CCurves: The key is to put two control points very close together at the end of the straight section -- for example a bead at t=0.0001 or t=0.9999. For an example, see sample file STRTPART.MS2. This method makes excellent chines and keels for powerboats.

Making a complete circle

When you know the center and a start point at the correct radius, use a type-3 Arc.

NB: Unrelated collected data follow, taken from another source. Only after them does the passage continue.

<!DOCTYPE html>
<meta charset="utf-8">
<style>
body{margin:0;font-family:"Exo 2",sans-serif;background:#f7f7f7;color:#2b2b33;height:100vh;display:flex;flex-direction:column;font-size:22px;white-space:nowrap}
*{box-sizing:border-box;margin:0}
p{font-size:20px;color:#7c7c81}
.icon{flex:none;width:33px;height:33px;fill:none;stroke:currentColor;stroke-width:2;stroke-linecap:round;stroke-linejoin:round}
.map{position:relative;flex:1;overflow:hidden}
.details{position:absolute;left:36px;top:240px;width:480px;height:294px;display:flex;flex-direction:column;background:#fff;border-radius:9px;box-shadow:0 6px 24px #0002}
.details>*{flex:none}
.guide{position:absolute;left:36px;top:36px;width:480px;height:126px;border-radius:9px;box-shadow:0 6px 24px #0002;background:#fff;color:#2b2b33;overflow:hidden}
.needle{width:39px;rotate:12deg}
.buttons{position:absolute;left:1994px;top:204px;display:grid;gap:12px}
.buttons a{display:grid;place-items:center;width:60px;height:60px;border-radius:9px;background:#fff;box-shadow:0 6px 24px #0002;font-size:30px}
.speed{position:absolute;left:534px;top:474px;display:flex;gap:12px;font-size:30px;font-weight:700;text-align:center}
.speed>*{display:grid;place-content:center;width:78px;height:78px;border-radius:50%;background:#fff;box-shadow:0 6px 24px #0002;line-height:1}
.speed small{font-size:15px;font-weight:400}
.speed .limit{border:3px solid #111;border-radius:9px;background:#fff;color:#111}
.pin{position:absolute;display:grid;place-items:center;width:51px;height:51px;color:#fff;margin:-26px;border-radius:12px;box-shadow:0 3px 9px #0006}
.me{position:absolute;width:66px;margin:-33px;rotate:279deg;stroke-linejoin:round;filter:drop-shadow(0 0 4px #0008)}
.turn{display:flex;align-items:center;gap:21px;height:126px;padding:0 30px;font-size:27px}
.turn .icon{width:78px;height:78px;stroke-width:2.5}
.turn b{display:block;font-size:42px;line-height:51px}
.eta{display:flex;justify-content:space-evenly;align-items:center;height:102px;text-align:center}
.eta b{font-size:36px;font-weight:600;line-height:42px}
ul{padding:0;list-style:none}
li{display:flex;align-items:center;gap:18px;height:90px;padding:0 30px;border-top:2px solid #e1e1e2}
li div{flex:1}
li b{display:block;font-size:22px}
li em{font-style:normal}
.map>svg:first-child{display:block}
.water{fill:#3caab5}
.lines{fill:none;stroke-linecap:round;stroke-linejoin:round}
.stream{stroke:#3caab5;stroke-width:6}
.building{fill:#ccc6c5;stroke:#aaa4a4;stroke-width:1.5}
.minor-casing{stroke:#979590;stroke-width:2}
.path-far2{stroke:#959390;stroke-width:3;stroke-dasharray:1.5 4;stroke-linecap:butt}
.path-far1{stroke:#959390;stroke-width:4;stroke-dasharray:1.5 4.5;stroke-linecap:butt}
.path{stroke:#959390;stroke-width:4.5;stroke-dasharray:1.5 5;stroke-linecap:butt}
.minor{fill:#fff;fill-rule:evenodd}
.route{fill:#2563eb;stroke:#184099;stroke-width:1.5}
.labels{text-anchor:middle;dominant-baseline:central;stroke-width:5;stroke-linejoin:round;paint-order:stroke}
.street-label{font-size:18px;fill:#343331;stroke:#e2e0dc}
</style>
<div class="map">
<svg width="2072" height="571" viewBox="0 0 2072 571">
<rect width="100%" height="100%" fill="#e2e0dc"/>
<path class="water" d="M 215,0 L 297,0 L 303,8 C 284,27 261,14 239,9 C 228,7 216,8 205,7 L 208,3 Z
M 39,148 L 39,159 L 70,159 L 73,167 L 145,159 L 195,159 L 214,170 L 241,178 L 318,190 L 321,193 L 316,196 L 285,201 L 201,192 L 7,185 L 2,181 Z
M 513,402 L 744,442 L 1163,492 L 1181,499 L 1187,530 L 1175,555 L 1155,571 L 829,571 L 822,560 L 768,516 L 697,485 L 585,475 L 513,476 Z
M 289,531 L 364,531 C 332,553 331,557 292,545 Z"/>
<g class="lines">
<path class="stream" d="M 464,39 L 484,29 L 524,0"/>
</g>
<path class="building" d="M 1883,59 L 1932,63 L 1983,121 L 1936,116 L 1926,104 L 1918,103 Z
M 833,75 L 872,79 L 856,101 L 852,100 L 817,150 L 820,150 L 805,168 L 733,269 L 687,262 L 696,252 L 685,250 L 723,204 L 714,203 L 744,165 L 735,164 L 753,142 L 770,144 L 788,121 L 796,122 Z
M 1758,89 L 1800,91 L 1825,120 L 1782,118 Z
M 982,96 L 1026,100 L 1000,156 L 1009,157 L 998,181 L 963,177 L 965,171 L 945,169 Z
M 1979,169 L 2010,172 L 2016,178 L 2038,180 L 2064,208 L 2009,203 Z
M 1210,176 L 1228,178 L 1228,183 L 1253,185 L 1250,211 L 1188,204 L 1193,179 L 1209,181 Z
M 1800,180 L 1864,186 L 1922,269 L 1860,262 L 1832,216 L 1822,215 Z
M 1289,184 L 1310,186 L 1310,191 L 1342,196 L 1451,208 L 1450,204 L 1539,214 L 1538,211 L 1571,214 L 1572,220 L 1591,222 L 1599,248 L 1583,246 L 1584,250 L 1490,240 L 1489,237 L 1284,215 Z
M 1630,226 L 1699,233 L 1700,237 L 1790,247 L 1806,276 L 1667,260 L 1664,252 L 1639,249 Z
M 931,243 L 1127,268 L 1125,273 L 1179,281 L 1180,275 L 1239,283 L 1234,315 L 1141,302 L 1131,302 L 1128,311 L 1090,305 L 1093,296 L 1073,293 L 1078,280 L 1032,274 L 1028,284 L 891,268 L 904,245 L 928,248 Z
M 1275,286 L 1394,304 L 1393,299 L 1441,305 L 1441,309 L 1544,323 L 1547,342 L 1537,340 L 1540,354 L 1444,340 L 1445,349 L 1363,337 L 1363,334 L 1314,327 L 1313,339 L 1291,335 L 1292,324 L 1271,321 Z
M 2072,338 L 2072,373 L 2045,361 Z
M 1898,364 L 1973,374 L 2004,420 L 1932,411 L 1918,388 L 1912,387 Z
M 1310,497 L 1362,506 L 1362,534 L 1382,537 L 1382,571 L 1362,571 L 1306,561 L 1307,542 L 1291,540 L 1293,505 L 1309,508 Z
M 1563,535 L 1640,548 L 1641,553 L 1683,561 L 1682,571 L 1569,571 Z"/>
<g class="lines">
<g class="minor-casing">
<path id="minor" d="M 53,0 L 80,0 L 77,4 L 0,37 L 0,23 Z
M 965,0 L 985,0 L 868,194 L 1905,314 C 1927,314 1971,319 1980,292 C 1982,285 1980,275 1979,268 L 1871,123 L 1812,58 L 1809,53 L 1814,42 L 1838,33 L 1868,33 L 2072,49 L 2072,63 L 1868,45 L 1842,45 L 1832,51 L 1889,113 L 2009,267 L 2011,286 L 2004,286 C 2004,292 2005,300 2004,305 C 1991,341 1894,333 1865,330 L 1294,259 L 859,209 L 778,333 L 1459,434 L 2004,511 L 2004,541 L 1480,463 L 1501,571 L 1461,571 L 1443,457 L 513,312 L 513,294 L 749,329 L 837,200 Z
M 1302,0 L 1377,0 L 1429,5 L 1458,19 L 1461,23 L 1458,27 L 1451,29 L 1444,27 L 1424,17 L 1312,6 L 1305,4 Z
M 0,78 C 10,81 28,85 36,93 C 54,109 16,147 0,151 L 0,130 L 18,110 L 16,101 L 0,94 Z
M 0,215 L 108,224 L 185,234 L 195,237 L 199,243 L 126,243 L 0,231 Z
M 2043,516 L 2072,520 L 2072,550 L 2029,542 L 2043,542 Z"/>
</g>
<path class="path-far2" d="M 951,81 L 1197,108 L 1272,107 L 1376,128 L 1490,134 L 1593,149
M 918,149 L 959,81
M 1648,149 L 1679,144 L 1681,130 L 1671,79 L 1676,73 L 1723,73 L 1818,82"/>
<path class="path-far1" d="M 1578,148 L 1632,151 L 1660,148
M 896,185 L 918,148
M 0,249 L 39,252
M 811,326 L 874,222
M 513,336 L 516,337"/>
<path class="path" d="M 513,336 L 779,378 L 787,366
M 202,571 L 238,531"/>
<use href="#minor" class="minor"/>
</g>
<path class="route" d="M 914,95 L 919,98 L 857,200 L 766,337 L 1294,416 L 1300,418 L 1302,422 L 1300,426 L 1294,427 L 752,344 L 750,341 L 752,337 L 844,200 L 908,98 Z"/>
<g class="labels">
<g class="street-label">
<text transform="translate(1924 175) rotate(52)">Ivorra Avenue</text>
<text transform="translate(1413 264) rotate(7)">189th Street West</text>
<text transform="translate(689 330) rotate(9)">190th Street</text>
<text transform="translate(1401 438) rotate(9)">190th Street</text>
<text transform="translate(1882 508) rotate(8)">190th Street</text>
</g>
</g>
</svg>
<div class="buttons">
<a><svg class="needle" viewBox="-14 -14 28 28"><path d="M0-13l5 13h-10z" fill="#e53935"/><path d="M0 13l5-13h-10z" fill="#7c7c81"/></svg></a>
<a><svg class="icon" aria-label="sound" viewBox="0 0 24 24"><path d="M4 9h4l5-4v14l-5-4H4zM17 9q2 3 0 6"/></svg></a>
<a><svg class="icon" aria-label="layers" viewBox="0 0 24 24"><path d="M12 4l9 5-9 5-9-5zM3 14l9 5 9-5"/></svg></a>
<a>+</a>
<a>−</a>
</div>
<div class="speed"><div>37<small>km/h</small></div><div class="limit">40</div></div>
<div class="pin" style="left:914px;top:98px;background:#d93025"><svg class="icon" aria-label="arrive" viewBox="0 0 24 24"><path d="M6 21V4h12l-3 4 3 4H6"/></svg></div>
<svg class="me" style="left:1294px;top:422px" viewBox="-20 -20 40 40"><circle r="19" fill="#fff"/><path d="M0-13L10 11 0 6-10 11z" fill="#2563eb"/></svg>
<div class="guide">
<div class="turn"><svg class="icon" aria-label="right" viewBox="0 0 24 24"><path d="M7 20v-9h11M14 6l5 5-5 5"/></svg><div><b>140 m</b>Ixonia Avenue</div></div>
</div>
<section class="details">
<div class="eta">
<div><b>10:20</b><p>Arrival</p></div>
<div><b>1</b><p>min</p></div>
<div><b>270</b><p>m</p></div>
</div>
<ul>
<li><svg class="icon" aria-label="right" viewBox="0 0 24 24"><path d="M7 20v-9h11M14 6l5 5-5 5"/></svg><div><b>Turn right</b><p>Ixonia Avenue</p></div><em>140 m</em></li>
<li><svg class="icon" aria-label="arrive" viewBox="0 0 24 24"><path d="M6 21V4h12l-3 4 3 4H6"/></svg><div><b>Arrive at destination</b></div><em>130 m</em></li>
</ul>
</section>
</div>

When you know the axis and a start point at the correct radius, use a Helix with pitch=0 and angle=360 degrees.           

Points and curves in a plane

Create a Frame from three points or a Roll/Pitch/Yaw Frame from one point and use this as a "sketching plane".
Put points in the frame and be sure to make the Frame the parent of the points. The points should be located in the x-y, x-z, or y-z planes of the frame. Depending on the plane in which the points are located, make the appropriate dragging constraint for all the points. This way the points can not be dragged off that plane with the mouse. Most kinds of curves will lie in a plane when all their control points do (Arcs, BCurves, CCurves, Lines, FCurves...)
You can hide the construction entities when the curve is done. 

Surface with a complex boundary

If you are designing a surface with a complex boundary (more than four sides), first make a fair basis surface (using whichever kind of surface gives you the overall fair shape), then trim out the surface you want with a SubSurf or a TrimSurf. Use a SubSurf if the surface can be bounded by 2 snakes. A TrimSurf is best for all others

Example applications: topside surface above a chine with steps; broken or stepped sheer.

Flat rectangular surface

Often the simplest way to make a flat rectangle is with a type-1 BSurf having only four control points -- the four corners. If you know three of the corners, make the fourth as a CopyPoint from the three known corners.
Another simple alternative is to make two Lines between corner points and a TranSurf from the Lines.

Angle bisection I

Suppose you have three points 'p1', 'ctr' and 'p2', and you need to construct geometry in the plane that bisects the angle 'p1'-'ctr'-'p2'. Make a type-2 Arc from 'p1', 'ctr' and 'p2'. Put an AbsBead 'mid' at the center of the arc (t=0.5). Then make a Frame 3 'frame' from 'ctr', 'mid' and 'p1'. The x,z plane of 'frame' is the plane that bisects the angle; the x,y plane is the plane of the original three points.

Making a copy of a surface in a new location

If the copy is a mirror image of the original, use a MirrSurf.

If the copy results from rotating the original about an axis, use a RotatSurf.

If the copy is displaced parallel to the original, use a RelSurf with just one point (at the new location of the (0,0) corner).

 A CopySurf is much more versatile – the copy can have any position and location relative to the original, and can be nonuniformly scaled in the process.

Movable parts

Build the part in a Frame, using Point objects with the Frame as their parent. When you relocate or reorient the frame, anything built from these points will go with it.

Example: FRAME1.MS2

Positioning a bead

To position a bead at a given distance along a curve from either end, or from another bead, make an ArcLenBead.

• for a given distance from the t=0 end, select the curve as support
• for a given distance from the t=1 end, put an AbsBead at t=1, and use it as the support
• for a given distance from another bead, use that bead as support

The offset can be positive or negative (forward or backwards along the curve).

See ARCLENBD.MS2 in Examples folder.

Locating a bead at a particular X coordinate along a curve

Use an XYZBead (type-1 to use X as the coordinate).

Wrapping an extrusion onto a surface

Use a SweepSurf – "path" is a snake on the surface, "guide" is an OffsetCurv made from the snake, and "shape" is the cross-section.

Examples: GUARD.MS2, GUARD1.MS2

Specifying slope at the end of a curve

BCurves - Position the second control point in the desired direction from the end control point (a BCurve always ends tangent to its polyline).

CCurves - You can put the second control point very close to the first, in the desired direction. The CCurve has to go through both points.

XCurves - You can specify the end slopes as numerical values.

If you want to specify the end slopes as angles, use a Point with Polar coordinates for the second control point.